I'm sure there's plenty of Chinese hops available - cheap, too. (insert vomiting emoticon while putting on flame suit)


----------



## O'Henry (26/7/13)

I think Riwaka is not being grown anymore, which I heard was to do with poor yield/performance on the farm. Might just be hop suppliers talking shit, but it would be a shame if this hop disappeared.


----------



## Online Brewing Supplies (26/7/13)

O'Henry said:


> Might just be hop suppliers talking shit,


No never h34r:
Did you hear there is s shortage of Gryphon HERM-IT coils 
Nev


----------



## QldKev (26/7/13)

O'Henry said:


> I think Riwaka is not being grown anymore, which I heard was to do with poor yield/performance on the farm. Might just be hop suppliers talking shit, but it would be a shame if this hop disappeared.



I think that's the issue with a lot of new hops, it takes them a few years to settle down into their new environment. The farmers care about pests/yields, we care about tastes. Amarillo is one of those hops that is just a memory of what it used to be.

There also seems to be a 'hop shortage' every year?


----------



## nathan_madness (26/7/13)

Bribie G said:


> For some reason Australian farmers seem to be unable to respond intelligently to market demand.

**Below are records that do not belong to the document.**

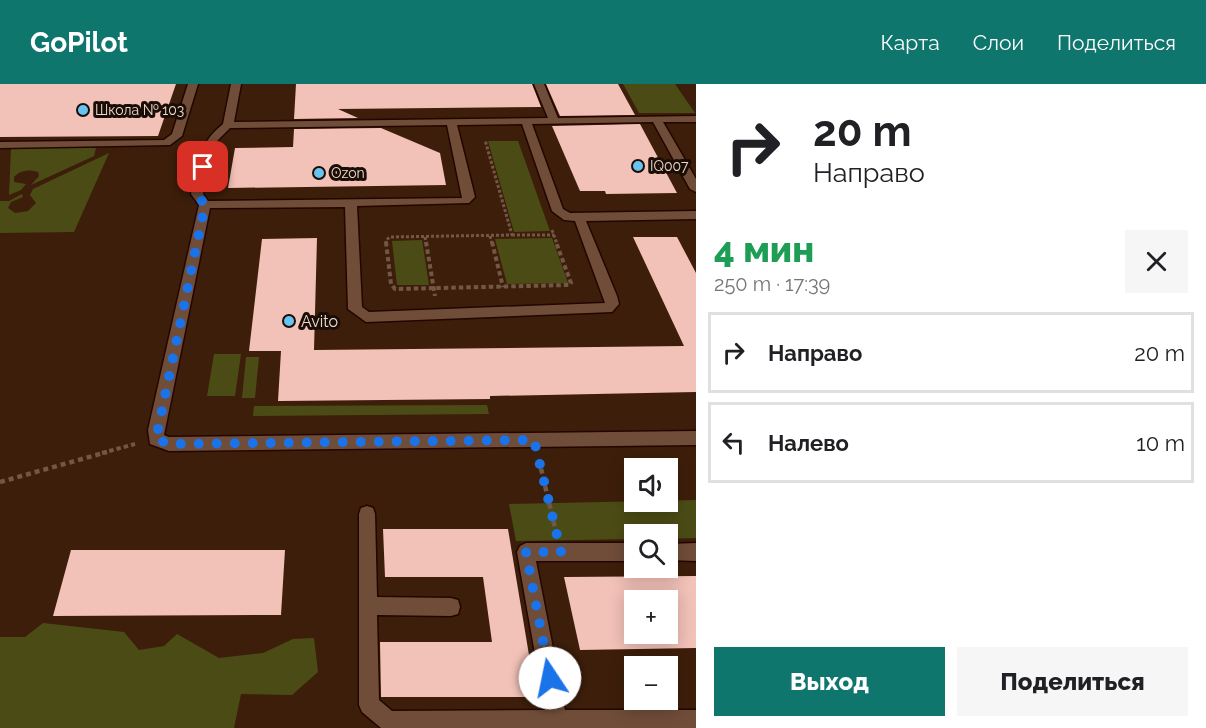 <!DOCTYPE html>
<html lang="ru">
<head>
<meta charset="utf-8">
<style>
	body { margin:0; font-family:Raleway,sans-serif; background:#f6f6f6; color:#202124; height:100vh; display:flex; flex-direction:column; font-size:22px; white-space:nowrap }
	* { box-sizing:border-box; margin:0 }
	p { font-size:20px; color:#757577 }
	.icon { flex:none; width:33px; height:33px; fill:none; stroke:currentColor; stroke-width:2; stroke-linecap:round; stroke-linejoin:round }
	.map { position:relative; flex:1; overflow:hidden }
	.side { display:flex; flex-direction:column; background:#fff; width:510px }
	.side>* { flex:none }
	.hud { background:#fff; color:#202124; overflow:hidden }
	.buttons { position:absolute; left:624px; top:374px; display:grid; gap:12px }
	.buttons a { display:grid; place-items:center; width:54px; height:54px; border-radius:0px; background:#fff; box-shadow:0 3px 15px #0003; font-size:30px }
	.pin { position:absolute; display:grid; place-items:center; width:51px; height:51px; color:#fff; margin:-26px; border-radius:12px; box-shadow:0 3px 9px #0006 }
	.me { position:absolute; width:66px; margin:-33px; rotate:349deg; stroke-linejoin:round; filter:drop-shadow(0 0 4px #0008) }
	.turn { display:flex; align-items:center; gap:21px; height:126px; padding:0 18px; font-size:27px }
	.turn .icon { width:78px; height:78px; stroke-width:2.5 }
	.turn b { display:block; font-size:42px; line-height:51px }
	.round { display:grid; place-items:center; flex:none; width:63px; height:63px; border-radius:0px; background:#f6f6f6 }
	.summary { display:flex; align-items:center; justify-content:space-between; height:102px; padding:0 18px }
	h1 { font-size:36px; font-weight:800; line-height:45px; color:#1e9e55 }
	.button { display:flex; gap:12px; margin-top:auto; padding:12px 18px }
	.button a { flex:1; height:69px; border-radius:0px; background:#0f766e; color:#fff; font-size:24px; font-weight:800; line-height:69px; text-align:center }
	.button a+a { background:#f6f6f6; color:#202124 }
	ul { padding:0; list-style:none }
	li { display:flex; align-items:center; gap:18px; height:81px; margin:0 12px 9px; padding:0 6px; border:3px solid #e0e0e0; border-radius:0px }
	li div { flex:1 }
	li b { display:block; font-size:22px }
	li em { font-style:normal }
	header { display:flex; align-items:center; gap:36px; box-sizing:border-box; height:84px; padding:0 30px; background:#0f766e; color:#fff }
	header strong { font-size:28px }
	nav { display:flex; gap:33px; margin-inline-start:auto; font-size:21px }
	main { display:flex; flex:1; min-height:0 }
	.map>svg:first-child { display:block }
</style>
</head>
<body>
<header>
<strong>GoPilot</strong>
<nav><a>Карта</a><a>Слои</a><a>Поделиться</a></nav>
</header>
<main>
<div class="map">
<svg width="696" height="644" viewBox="0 0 696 644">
	<rect width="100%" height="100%" fill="#3d1e0a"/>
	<!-- green -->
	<path fill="#4b4c15" d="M623 0H675L695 29H639Z
		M488 57H518L550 147 514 148Z
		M11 64H96L94 72 31 101 39 92 38 88C29 85 20 86 14 93V98L26 100 21 106 9 111Z
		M109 69 74 148 0 149V117H9L22 110 23 113 11 118 8 124 15 129 28 127 36 119 30 111 33 105Z
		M552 154 568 199 507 200 495 155Z
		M422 156 429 201H397L392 157Z
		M214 270H241L235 312H207Z
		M246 273H259L255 314H242Z
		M487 321 489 330 253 332 254 322Z
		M696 416V454L668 455V450H634V455L516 457 509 420Z
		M43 539 124 548 139 566 164 562 177 550 219 574 263 569 293 555 314 554 318 588 292 611 241 610 234 644H0V553H25Z"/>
	<!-- building -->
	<path fill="#f2c1b8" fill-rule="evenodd" d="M0 0H176L158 52 0 53Z
		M296 0H532L541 23 338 25 358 34 294 35Z
		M546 0H618L635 31 560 32Z
		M640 40 677 109 606 110 605 107H580L552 42Z
		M381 44 440 69 446 101 228 104 235 64 293 63 294 45Z
		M633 153H677L696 189V308L490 312V315L278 317 281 267H249L262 155 317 154 314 266 684 262Z
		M383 445H508L536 613H381L380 558H492L483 493H385Z
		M71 466H285L281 531 53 532Z
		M696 492V564L580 566 564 493ZM634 516H668V549H634Z"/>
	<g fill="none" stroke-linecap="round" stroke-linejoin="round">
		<defs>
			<path id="service" d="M188 0H198L182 52 170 61 0 64V58L164 56 172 50Z
				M231 0H241L234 38 548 34 534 0H544L558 34 696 32V38H663L696 95V108L690 105 653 38 532 40 563 125 570 129 696 127V135L586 137 617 212 619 220 612 228 366 238 348 225 345 123 210 124 164 351 169 353 696 347V361L169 367 150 360 148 346 199 121 191 110C199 79 197 61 223 40ZM522 40 552 127 564 136 575 137 605 219 369 228 362 223 357 122 469 119 475 113 457 41ZM447 41 462 114 208 117 203 110 213 61 230 44Z
				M367 422 373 424 375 430 377 513 451 514 458 516 460 523 458 530 451 532 377 531 379 616 392 627 545 626 517 468 520 462 526 459H634V477H536L565 626H696V644H381L362 628 359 621V430L361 424Z
				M696 459V477L668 476V460Z"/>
		</defs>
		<!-- service casing -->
		<use href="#service" stroke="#230600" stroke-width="3"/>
		<!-- path-far2 -->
		<path stroke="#735746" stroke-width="3" stroke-dasharray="3 2" stroke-linecap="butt" d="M552 146 557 160
			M512 151H554
			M490 152 492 160
			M425 153 426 160
			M386 160V156L390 153 512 151 485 56"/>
		<!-- path-far1 -->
		<path stroke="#735746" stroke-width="4" stroke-dasharray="4.5 3" stroke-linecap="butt" d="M386 158 391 200 395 205 569 201 571 199 556 158
			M426 158 435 212
			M492 158 503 203
			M102 369 135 360"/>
		<!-- path -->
		<path stroke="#735746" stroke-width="4.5" stroke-dasharray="5 4" stroke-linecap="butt" d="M539 376 555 444
			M0 398 107 368"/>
		<!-- service -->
		<use href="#service" fill="#704d39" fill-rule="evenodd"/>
	</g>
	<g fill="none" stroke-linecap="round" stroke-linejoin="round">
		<!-- route -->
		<path stroke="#1a73e8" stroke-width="10" stroke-dasharray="0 18" d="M203 83 197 110 205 121 156 355 169 360 534 356 561 468H526L550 594"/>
	</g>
	<!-- markers -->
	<g fill="#67c4f0" stroke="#1a0d05" stroke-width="2">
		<circle cx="83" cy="26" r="6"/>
		<circle cx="638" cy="82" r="6"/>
		<circle cx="319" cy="89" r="6"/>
		<circle cx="289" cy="237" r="6"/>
	</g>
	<g text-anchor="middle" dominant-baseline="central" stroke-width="6" stroke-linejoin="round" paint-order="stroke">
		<!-- far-poi labels -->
		<g font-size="14" fill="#efd9ce" stroke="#1a0d05" text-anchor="start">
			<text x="95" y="26">Школа № 103</text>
			<text x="650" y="82">IQ007</text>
			<text x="331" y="89">Ozon</text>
		</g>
		<!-- poi labels -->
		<g font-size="16" fill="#efd9ce" stroke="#1a0d05" text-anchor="start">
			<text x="301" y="237">Avito</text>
		</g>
	</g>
</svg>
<div class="buttons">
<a><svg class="icon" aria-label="sound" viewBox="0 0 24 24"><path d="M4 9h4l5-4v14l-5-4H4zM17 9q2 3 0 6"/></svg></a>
<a><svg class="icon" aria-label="search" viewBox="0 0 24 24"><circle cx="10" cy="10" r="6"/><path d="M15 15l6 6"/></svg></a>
<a>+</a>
<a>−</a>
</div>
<div class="pin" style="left:203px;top:83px;background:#d93025"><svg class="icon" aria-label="arrive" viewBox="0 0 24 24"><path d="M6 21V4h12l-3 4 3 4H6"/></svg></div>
<svg class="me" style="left:550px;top:594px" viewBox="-20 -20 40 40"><circle r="19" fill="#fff"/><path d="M0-13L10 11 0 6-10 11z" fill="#1a73e8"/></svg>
</div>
<section class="side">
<div class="hud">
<div class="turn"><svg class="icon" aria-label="right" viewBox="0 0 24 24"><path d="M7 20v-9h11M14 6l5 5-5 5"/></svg><div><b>20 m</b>Направо</div></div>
</div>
<div class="summary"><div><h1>4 мин</h1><p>250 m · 17:39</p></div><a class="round"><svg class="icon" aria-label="close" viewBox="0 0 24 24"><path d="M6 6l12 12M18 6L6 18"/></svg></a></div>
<ul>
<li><svg class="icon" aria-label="right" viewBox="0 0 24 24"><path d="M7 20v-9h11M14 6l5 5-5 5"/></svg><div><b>Направо</b></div><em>20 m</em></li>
<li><svg class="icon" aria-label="left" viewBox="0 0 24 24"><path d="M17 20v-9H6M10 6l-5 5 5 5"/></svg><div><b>Налево</b></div><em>10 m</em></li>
</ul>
<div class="button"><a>Выход</a><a>Поделиться</a></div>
</section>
</main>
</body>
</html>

For example limes have been $2 each for about 10 years.
> 
> *FFS*
> 
> Now don't you think that someone, anyone, would have planted lots of lime trees and capitalised on this river of gold? Nah, they have stayed at $2 each. And will probably do so ad infinitum. Wouldn't hold out much hope that hop farmers are any more cluey than citrus farmers.


Don't think that this is the farmers fault. More likely the suppliers greediness.

I planted 10 lime trees in 2008 and now have more than enough limes F them I now have free limes.


----------



## spog (26/7/13)

nathan_madness said:


> Don't think that this is the farmers fault. More likely the suppliers greediness.
> 
> I planted 10 lime trees in 2008 and now have more than enough limes F them I now have free limes.


Look on the bright side,you wont be suffering from scurvy any time soon. ..cheers..spog...


----------



## jaypes (26/7/13)

I just brewed a smash with amarillo

Mmmm amarillo

No shortage here


----------



## KingKong (26/7/13)

nathan_madness said:


> Don't think that this is the farmers fault. More likely the suppliers greediness.
> 
> I planted 10 lime trees in 2008 and now have more than enough limes F them I now have free limes.


You must really like limes !


----------



## yum beer (26/7/13)

Nath is Australia's premier lime grower, hence the price.
Keep up the good work Nath, you really should be pushing the consumption of flavourless mexican style beers..


----------